City leaders had doubts. Some locals didn’t want the memorial at a prominent corner of Brea and Harbor boulevards, once occupied by a popular duck pond. Vandalism was a concern.
But the memorial’s boosters promised funds for maintenance and security.
And there were Fullerton’s many Korean American residents, some of whom settled there after the 1992 Los Angeles riots.
Nearly a quarter of the city’s more than 138,000 residents are of Asian descent, with an estimated 18,000 Korean Americans, according to Fullerton Mayor Bruce Whitaker.
“It’s simply beautiful and meaningful looking at the rows of names and reflecting on the bravery of the men and women,” Whitaker said.
Fundraising for the memorial was a transpacific effort.
Organizers, including memorial committee President James Ro, helped to select eight people to lead a campaign in South Korea.
Through its Ministry of Veteran Affairs, the South Korean government donated $240,000.
And South Koreans like Jian Ra, 13, gave.
Ra’s grandfather was a leader of the fundraising campaign, and after researching the Korean War, Ra donated $5,000 from her savings.
As donations slowed last year during the COVID-19 pandemic, Pak approached the South Korean consulate in Los Angeles.
The consulate agreed to issue a plaque of appreciation to people who gave $1,000 or more.
Their photos would be published in a Korean language newspaper, putting their generosity on display for the whole community.
Building the monument is “the honorable thing to do,” said Kyung Jae Park, South Korea’s consul general in Los Angeles.
Park expects that South Koreans visiting California will stop by the memorial in between Disneyland and spending time with relatives.
“They will also bring their children here to learn an important lesson,” Park said.
Yuna Lee, a junior at Sonora High School in La Habra, hopes the memorial will educate her peers about the Korean War.
“The people who died are very close to our age, yet I was shocked that many youths did not even learn about the war,” she said.
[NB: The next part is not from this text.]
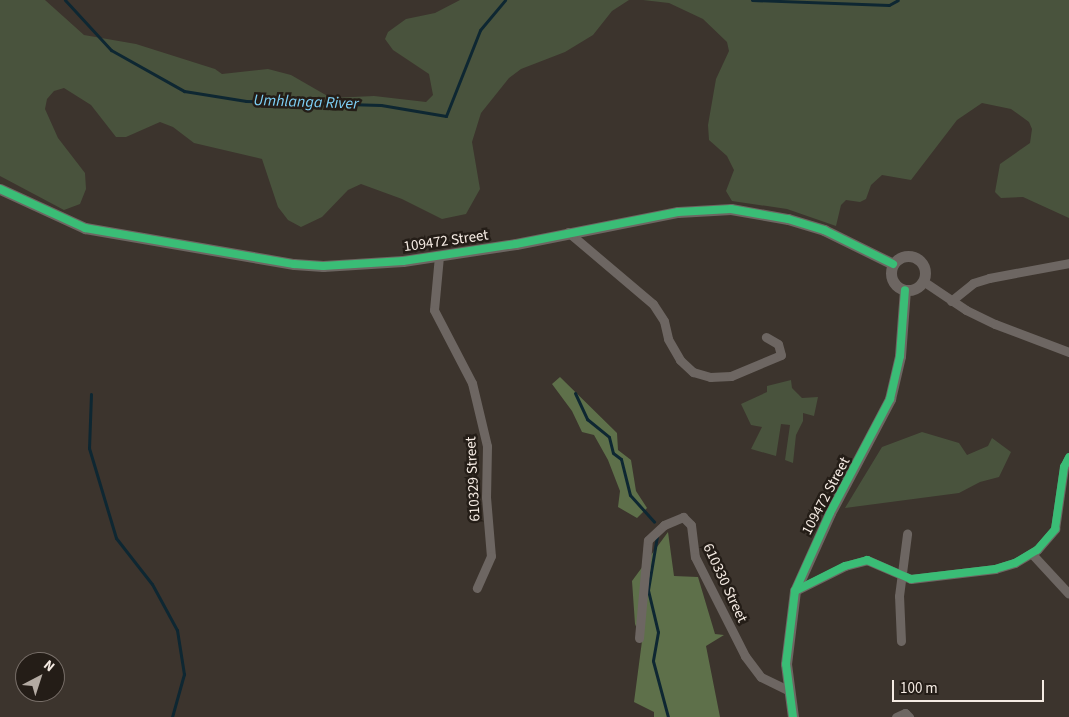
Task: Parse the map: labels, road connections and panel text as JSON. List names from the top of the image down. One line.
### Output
{"streets":{"street":["109472 Street","610329 Street","610330 Street"]},"crossings":[["109472 Street","610329 Street"],["109472 Street","610330 Street"]],"water":["Umhlanga River"],"scale_bar":"100 m","north":"top right"}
For military members and veterans, the memorial is a reminder of their colleagues’ sacrifice.
“Behind every name, there’s not just a story of how they died. There’s a story of what they left behind,” said Brig. Gen. Robert T. Wooldridge, deputy commanding general of the Army’s 40th Infantry Division.
More than 300 of the fallen etched on the memorial were members of Wooldridge’s unit.
They include Cpl. Clifton Speicher, who died defending his squad against mortar and machine-gun attacks near Minarigol in 1952.
Another member of the 40th, Sgt. Gilbert Collier, ran out of ammunition near Tutayon in 1953. He died after killing enemy soldiers in hand-to-hand combat and rescuing his commanding officer.
Both men received the U.S. military’s highest award for valor, the Medal of Honor.
The youngest surviving Korean War veterans are in their 80s. They have spent their lives reminding people of the conflict that was overshadowed in the American consciousness by Vietnam.
“That memorial means the world to me,” said Roman Morales, 91, of Covina, a veteran of the 40th Infantry Division.
The former Army mechanic comes from a family of five brothers, all of whom served in the military.
Morales, who was 22 when he went to Korea, has posed for photos in front of the memorial and shared them on Facebook with friends and fellow veterans as well as the relatives of long-gone soldiers he fought with.
He has visited South Korea three times, at the invitation of Korean civic and church groups who “treated us like royalty.”
“We did not know where we were going. We did not know the Korean people, who are incredible people,” Morales said. “We just knew we had important jobs to do.”